Maybe it’s just a possum. You will say this in the dark, when the stars have been blotted out and you can’t see far enough to know where your sleeping bag ends and the great unknown beyond your tent begins. It is a prayer wrapped in a whisper, a childlike hope that what you don’t know can’t eat you. But that tingle in your spine, evolution’s genetic heirloom, disagrees. When you strip away wit, ambition, boredom, hatred of injustice and a love of baseball, you’re simply two hundred pounds of meat. In bear country.
Welcome to the food chain.
Before you receive a back country pass at Yellowstone National Park you must watch a video on bear safety.
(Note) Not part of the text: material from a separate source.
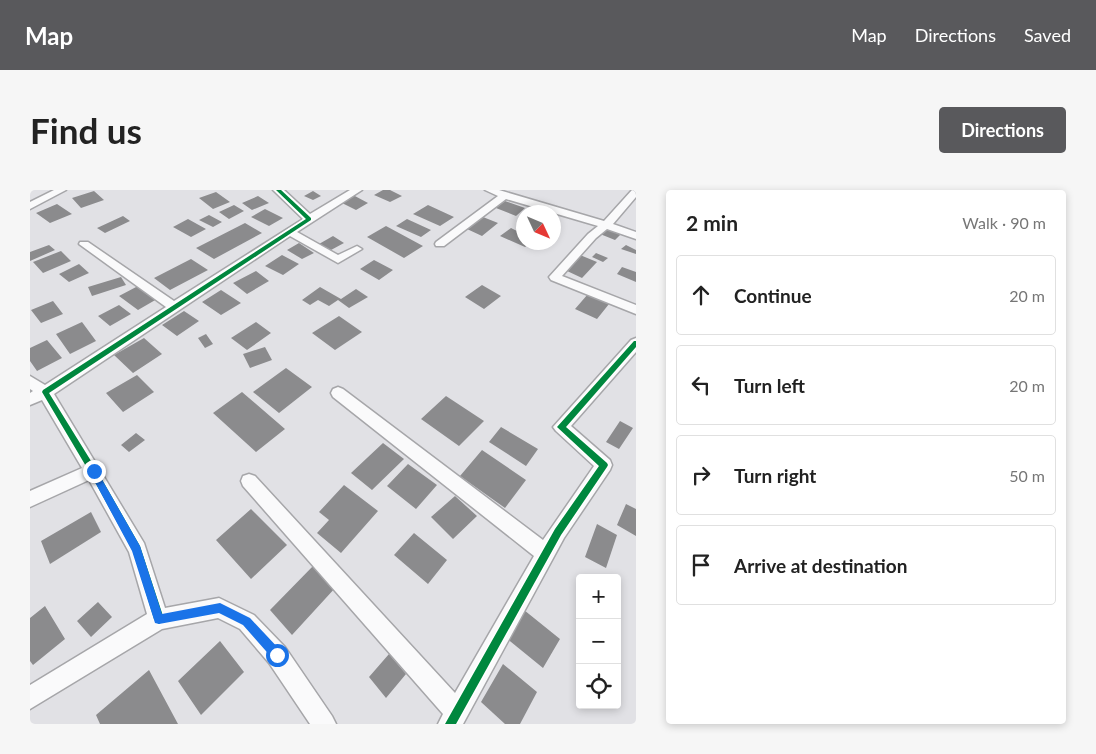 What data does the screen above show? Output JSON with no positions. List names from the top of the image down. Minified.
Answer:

The video’s sole purpose is to convince you bears are not like Yogi. It suggests you clap every so often to make your presence known – pity the fool who surprises a bear. You watch dispassionately until the moment they show you a grizzly, and then you’re frozen in your seat. In abject terror, you’ll take a map from the ranger and ask about bear activity in the area. He’ll laugh and say none has been reported, but how quaint of you to ask.
As you hike in – alone because tourists at Yellowstone don’t leave their cars – you’ll clap before entering stands of trees. That evening, having not seen a single bear, you will confidently make a fire, cook dinner, sip whiskey and bask in the sublime realization that you are miles from anyone. Eventually it’ll be time for bed. Though you went before, you’ll have to pee again. And somewhere in the darkness a creature sniffs your tent.
So you tell yourself it’s just a possum. Until morning. When you get up, step out and find your camp dotted with bear tracks. Only then will you admit it wasn’t a possum. That you are alone. In bear country. Just another part of the food chain.
A horrifying realization. But exhilarating. Viva Yogi.